Il termostato può essere di tipo elettromeccanico (tipicamente impiegato su frigoriferi a basso costo o di vecchia generazione) o elettronico. In quest'ultimo caso può essere di tipo analogico o digitale (ovvero basato su microprocessore). L'impiego di un microprocessore permette un controllo più efficace dell'elettrodomestico, riducendo l'accumulo di brina e quindi aumentando l'efficienza energetica del frigorifero.

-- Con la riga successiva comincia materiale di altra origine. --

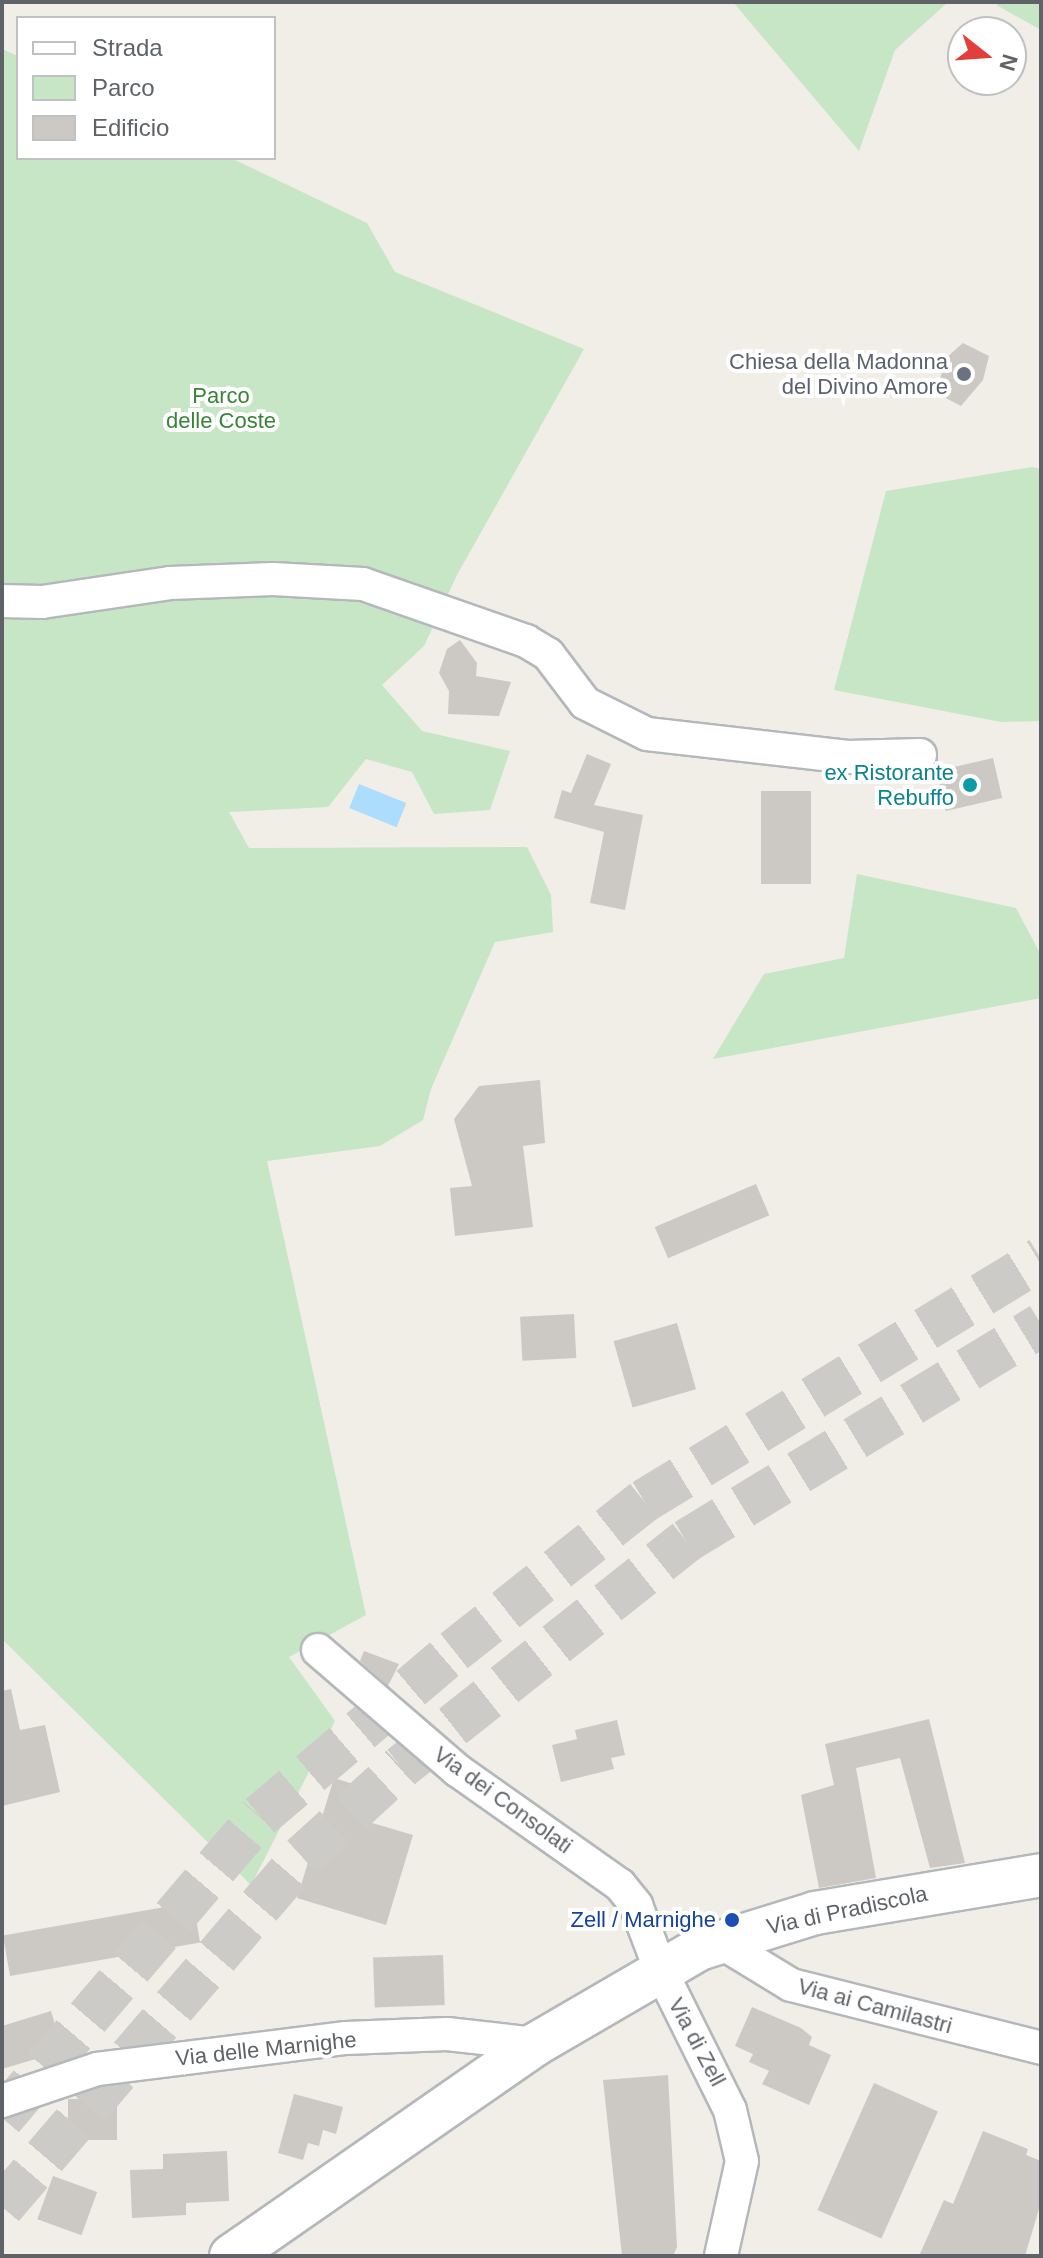 <!DOCTYPE html>
<html>
<head>
<meta charset="utf-8">
<style>
  body { margin:0 }
  #map { position:relative; width:1043px; height:2258px; overflow:hidden; background:#f0eee7; font-family:Helvetica,sans-serif }
  div>[style] { position:absolute }
  [style*='--x'] { left:calc(var(--x)*1px); top:calc(var(--y)*1px); width:calc(var(--w)*1px); rotate:calc(var(--a)*1deg) }
  .green>* { inset:0; background:#c7e6c5 }
  .water>* { inset:0; background:#acddfc; transform-origin:0 0 }
  .building>* { inset:0; background:#ccc9c4; transform-origin:0 0 }
  .trunk-tunnel>* { height:44px; margin-top:-22px; transform-origin:0; background:repeating-linear-gradient(90deg,#cccbc7 0 44px,transparent 0 66px) }
  .roads { filter:drop-shadow(2px 0 #b4b8bb) drop-shadow(-2px 0 #b4b8bb) drop-shadow(0 2px #b4b8bb) drop-shadow(0 -2px #b4b8bb) }
  .minor>* { height:32px; margin:-16px; padding:0 16px; transform-origin:16px; border-radius:16px; background:#fff }
  .tertiary>* { height:42px; margin:-21px; padding:0 21px; transform-origin:21px; border-radius:21px; background:#fff }
  .dots>* { width:22px; height:22px; translate:-50% -50%; box-sizing:border-box; border:4px solid #fff; border-radius:50% }
  span { translate:-50% -50%; white-space:nowrap; text-align:center; line-height:1.15; -webkit-text-stroke:8px #fff; paint-order:stroke }
  .worship-label { font-size:22px; color:#5b616d }
  .right { translate:-100% -50%; text-align:right }
  .park-label { font-size:22px; color:#398439 }
  .culture-label { font-size:22px; color:#0d838f }
  .street-label { font-size:22px; color:#5f6367 }
  .transit-label { font-size:22px; color:#164399 }
  .frame { position:absolute; inset:0; border:4px solid #5f6367; pointer-events:none }
  .legend { position:absolute; left:16px; top:16px; width:260px; height:144px; box-sizing:border-box; background:#fff; border:2px solid #bfc1c2; margin:0; padding:10px 14px; list-style:none; font-size:24px; color:#5f6367 }
  .legend li { display:flex; align-items:center; gap:16px; height:40px }
  .legend b { width:40px; border:2px solid #bfc1c2 }
  .north { position:absolute; left:947px; top:16px; width:80px; height:80px; box-sizing:border-box; background:#fff; border:2px solid #bfc1c2; border-radius:50%; rotate:107deg; font-size:22px; font-weight:700; line-height:32px; text-align:center; color:#5f6367 }
  .north::after { content:''; display:block; margin:auto; width:28px; height:36px; background:#e33f3a; clip-path:polygon(50% 0,100% 100%,50% 72%,0 100%) }
</style>
</head>
<body>
<div id="map">
  <div class="green">
    <i style="clip-path:polygon(733px 2px,948px 2px,895px 50px,859px 151px)"></i>
    <i style="clip-path:polygon(995px 2px,1041px 2px,1041px 30px,998px 6px)"></i>
    <i style="clip-path:polygon(2px 49px,18px 56px,18px 158px,231px 158px,367px 223px,395px 272px,584px 349px,457px 575px,424px 646px,382px 685px,422px 731px,510px 751px,490px 810px,434px 814px,412px 772px,366px 759px,328px 807px,229px 812px,249px 848px,527px 847px,551px 895px,553px 932px,495px 942px,431px 1089px,423px 1120px,380px 1146px,267px 1161px,366px 1615px,289px 1657px,335px 1721px,251px 1885px,2px 1639px)"></i>
    <i style="clip-path:polygon(1032px 467px,1041px 469px,1041px 721px,1001px 722px,834px 690px,886px 491px)"></i>
    <i style="clip-path:polygon(857px 874px,1016px 908px,1041px 955px,1041px 998px,713px 1059px,764px 974px,844px 958px)"></i>
  </div>
  <div class="water">
    <i style="left:359px;top:784px;width:51px;height:26px;rotate:22deg"></i>
  </div>
  <div class="building">
    <i style="clip-path:polygon(963px 343px,989px 356px,983px 380px,961px 406px,936px 393px,946px 358px)"></i>
    <i style="clip-path:polygon(460px 640px,477px 663px,476px 676px,511px 682px,499px 716px,448px 714px,449px 691px,439px 673px,447px 649px)"></i>
    <i style="clip-path:polygon(587px 754px,611px 764px,594px 805px,643px 815px,625px 910px,590px 903px,604px 832px,554px 818px,562px 790px,571px 793px)"></i>
    <i style="left:993px;top:758px;width:41px;height:58px;rotate:77deg"></i>
    <i style="left:761px;top:791px;width:50px;height:93px"></i>
    <i style="clip-path:polygon(540px 1080px,545px 1143px,523px 1146px,533px 1227px,455px 1236px,450px 1188px,472px 1186px,454px 1119px,479px 1086px)"></i>
    <i style="left:756px;top:1184px;width:34px;height:110px;rotate:67deg"></i>
    <i style="left:574px;top:1314px;width:44px;height:54px;rotate:87deg"></i>
    <i style="left:677px;top:1323px;width:69px;height:66px;rotate:74deg"></i>
    <i style="clip-path:polygon(364px 1651px,399px 1664px,388px 1686px,360px 1661px)"></i>
    <i style="clip-path:polygon(11px 1689px,20px 1730px,45px 1725px,60px 1792px,2px 1806px,2px 1691px)"></i>
    <i style="clip-path:polygon(929px 1719px,965px 1863px,930px 1868px,900px 1758px,856px 1768px,876px 1878px,819px 1888px,801px 1795px,834px 1785px,825px 1744px)"></i>
    <i style="clip-path:polygon(617px 1720px,625px 1755px,611px 1758px,614px 1769px,561px 1782px,552px 1745px,577px 1739px,575px 1730px)"></i>
    <i style="clip-path:polygon(334px 1778px,379px 1792px,369px 1822px,413px 1835px,386px 1925px,297px 1898px)"></i>
    <i style="left:193px;top:1902px;width:41px;height:193px;rotate:80deg"></i>
    <i style="left:443px;top:1955px;width:50px;height:70px;rotate:88deg"></i>
    <i style="clip-path:polygon(752px 2007px,801px 2028px,812px 2037px,809px 2045px,831px 2055px,809px 2105px,762px 2084px,769px 2071px,749px 2062px,753px 2054px,735px 2046px)"></i>
    <i style="clip-path:polygon(51px 2011px,63px 2051px,2px 2069px,2px 2026px)"></i>
    <i style="clip-path:polygon(668px 2075px,677px 2247px,673px 2256px,622px 2256px,603px 2080px)"></i>
    <i style="left:874px;top:2083px;width:70px;height:139px;rotate:24deg"></i>
    <i style="clip-path:polygon(294px 2094px,343px 2107px,336px 2134px,323px 2130px,319px 2146px,308px 2143px,303px 2160px,278px 2153px)"></i>
    <i style="left:68px;top:2099px;width:49px;height:41px"></i>
    <i style="clip-path:polygon(983px 2131px,1028px 2149px,1026px 2155px,1041px 2161px,1041px 2202px,1025px 2256px,919px 2256px,944px 2200px,953px 2204px)"></i>
    <i style="clip-path:polygon(227px 2151px,229px 2201px,186px 2203px,186px 2215px,132px 2218px,130px 2170px,163px 2169px,163px 2154px)"></i>
    <i style="left:53px;top:2176px;width:47px;height:46px;rotate:20deg"></i>
  </div>
  <div class="trunk-tunnel">
    <i style="--x:2;--y:2118;--w:397;--a:-49.5"></i>
    <i style="--x:260;--y:1816;--w:255;--a:-40.4"></i>
    <i style="--x:454;--y:1651;--w:242;--a:-38.3"></i>
    <i style="--x:644;--y:1501;--w:465;--a:-31.4"></i>
    <i style="--x:2;--y:2207;--w:461;--a:-49.4"></i>
    <i style="--x:302;--y:1857;--w:134;--a:-42.3"></i>
    <i style="--x:401;--y:1767;--w:364;--a:-38.4"></i>
    <i style="--x:686;--y:1541;--w:416;--a:-31.3"></i>
  </div>
  <div class="roads">
    <div class="minor">
      <i style="--x:2;--y:601;--w:40;--a:1.4"></i>
      <i style="--x:42;--y:602;--w:129;--a:-8.4"></i>
      <i style="--x:170;--y:583;--w:103;--a:-2.2"></i>
      <i style="--x:273;--y:579;--w:90;--a:3.2"></i>
      <i style="--x:363;--y:584;--w:173;--a:19.3"></i>
      <i style="--x:526;--y:641;--w:26;--a:31"></i>
      <i style="--x:548;--y:654;--w:61;--a:52.9"></i>
      <i style="--x:585;--y:703;--w:69;--a:26.6"></i>
      <i style="--x:647;--y:734;--w:202;--a:6.5"></i>
      <i style="--x:848;--y:757;--w:72;--a:-1.6"></i>
      <i style="--x:318;--y:1650;--w:184;--a:40.8"></i>
      <i style="--x:457;--y:1770;--w:199;--a:35.2"></i>
      <i style="--x:620;--y:1885;--w:26;--a:51"></i>
      <i style="--x:636;--y:1905;--w:68;--a:69.4"></i>
      <i style="--x:660;--y:1969;--w:157;--a:63.6"></i>
      <i style="--x:730;--y:2110;--w:52;--a:76.8"></i>
      <i style="--x:742;--y:2161;--w:97;--a:102.5"></i>
      <i style="--x:719;--y:1941;--w:84;--a:31.4"></i>
      <i style="--x:791;--y:1985;--w:258;--a:14.1"></i>
      <i style="--x:2;--y:2101;--w:100;--a:-18.6"></i>
      <i style="--x:97;--y:2069;--w:251;--a:-7.1"></i>
      <i style="--x:346;--y:2038;--w:101;--a:-2.3"></i>
      <i style="--x:447;--y:2034;--w:90;--a:6.4"></i>
    </div>
    <div class="tertiary">
      <i style="--x:231;--y:2256;--w:371;--a:-34.8"></i>
      <i style="--x:536;--y:2044;--w:189;--a:-30.2"></i>
      <i style="--x:699;--y:1949;--w:121;--a:-17.2"></i>
      <i style="--x:815;--y:1913;--w:229;--a:-9.5"></i>
    </div>
  </div>
  <div class="dots">
    <i style="left:964px;top:374px;background:#6b7280"></i>
    <i style="left:970px;top:785px;background:#0f9aa8"></i>
    <i style="left:732px;top:1920px;background:#1a4fb4"></i>
  </div>
  <div class="worship-label">
    <span class="right" style="left:948px;top:374px">Chiesa della Madonna<br>del Divino Amore</span>
  </div>
  <div class="park-label">
    <span style="left:221px;top:408px">Parco<br>delle Coste</span>
  </div>
  <div class="culture-label">
    <span class="right" style="left:954px;top:785px">ex Ristorante<br>Rebuffo</span>
  </div>
  <div class="street-label">
    <span style="left:503px;top:1800px;rotate:36deg">Via dei Consolati</span>
    <span style="left:847px;top:1910px;rotate:-12deg">Via di Pradiscola</span>
    <span style="left:875px;top:2006px;rotate:15deg">Via ai Camilastri</span>
    <span style="left:697px;top:2042px;rotate:62deg">Via di Zell</span>
    <span style="left:266px;top:2049px;rotate:-6deg">Via delle Marnighe</span>
  </div>
  <div class="transit-label">
    <span class="right" style="left:716px;top:1920px">Zell / Marnighe</span>
  </div>
  <div class="frame"></div>
  <ul class="legend">
  <li><b style="height:10px;background:#fff"></b>Strada</li>
  <li><b style="height:22px;background:#c7e6c5"></b>Parco</li>
  <li><b style="height:22px;background:#ccc9c4"></b>Edificio</li>
  </ul>
  <div class="north">N</div>
</div>
</body>
</html>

CARATTERISTICHE E TIPOLOGIE

A seconda delle caratteristiche prese in esame, un frigorifero può appartenere a diverse tipologie. Per quanto riguarda i vani che un frigorifero può contenere, ci sono diverse possibilità: si può trovare un solo vano-frigo; si possono trovare due vani (uno per il frigorifero e uno per il freezer, che funziona con lo stesso principio del frigorifero, ma a temperature più basse per permettere una conservazione più duratura dei cibi che lo richiedono); si può trovare anche il vano-congelatore, nel qual caso il frigo è detto frigocongelatore; si può trovare un ulteriore vano, detto frigo-cantina: le temperature sono mantenute ai livelli ottimali per la conservazione di vari tipi di vino.

Per quanto riguarda invece la posizione che possono assumere all’interno della cucina, i frigoriferi possono essere: freestanding (cioè a libera installazione, si tratta della tipologia più comune, la più utilizzata nella scelta di una cucina modulare; in questo caso è l’estetica del frigo a risultare molto importante, nonché anche il suo posizionamento nella disposizione dei mobili in cucina); a incasso (si tratta di un normale frigorifero, del quale però non interessano le caratteristiche estetiche, dato che verrà appunto incassato nei mobili della cucina e nascosto quindi dallo stesso materiale utilizzato per il resto della composizione; se scegliamo un frigorifero a incasso in un secondo momento rispetto al resto della cucina, la caratteristica a cui bisognerà fare più attenzione saranno le dimensioni del frigo stesso).

A seconda poi delle dimensioni e del numero di porte di cui è dotato, il frigorifero può essere: monoporta, quando contiene solo il vano frigo, oppure all’interno di quest’ultimo esiste un ulteriore piccolo vano adibito a freezer; a due porte, una per il frigorifero e una per il freezer, solitamente poste in verticale (se il freezer si trova sopra al frigo, spesso è di piccole dimensioni; è più grande invece se si trova sotto al frigorifero); side by side, si tratta del classico frigo americano, di dimensioni notevoli soprattutto in larghezza, dove il vano freezer e il vano frigo si affiancano orizzontalmente, come le loro due porte, anch’esse affiancate come le ante di un armadio.

Praticamente tutti i frigoriferi di nuova generazione sono dotati di sistema no-frost. Si tratta di una tecnologia di raffreddamento utilizzata sia nei frigoriferi che nei congelatori. Nel sistema no-frost, l’aria viene fatta circolare forzatamente all’interno del frigorifero, tramite un sistema di canalizzazione; in questo modo il freddo viene fatto passare in ogni scomparto e angolo del vano-frigo, in modo costante e uniforme: ciò impedisce la formazione di fastidiosa brina sulle pareti interne del vano. La brina a lungo andare, oltre a rendere difficile il funzionamento della serpentina, porta alla formazione di grandi quantità di ghiaccio nel vano, che impediscono il normale raffreddamento dei cibi e che occupano molto spazio, tanto che nei frigoriferi di vecchia generazione, periodicamente è necessario procedere allo sbrinamento manuale del vano. I vantaggi del no-frost non riguardano solo lo sbrinamento, infatti questa tecnologia permette di avere più spazio a disposizione per i cibi, di ottenere un raffreddamento celere e di ridurre conseguentemente i consumi di energia. Lo sbrinamento no-frost può essere completamente automatico oppure semiautomatico: in questo ultimo caso, occorre saltuariamente (tipo una volta ogni 3 o 4 mesi) provvedere allo sbrinamento manuale per ottenere il funzionamento ottimale dell’elettrodomestico.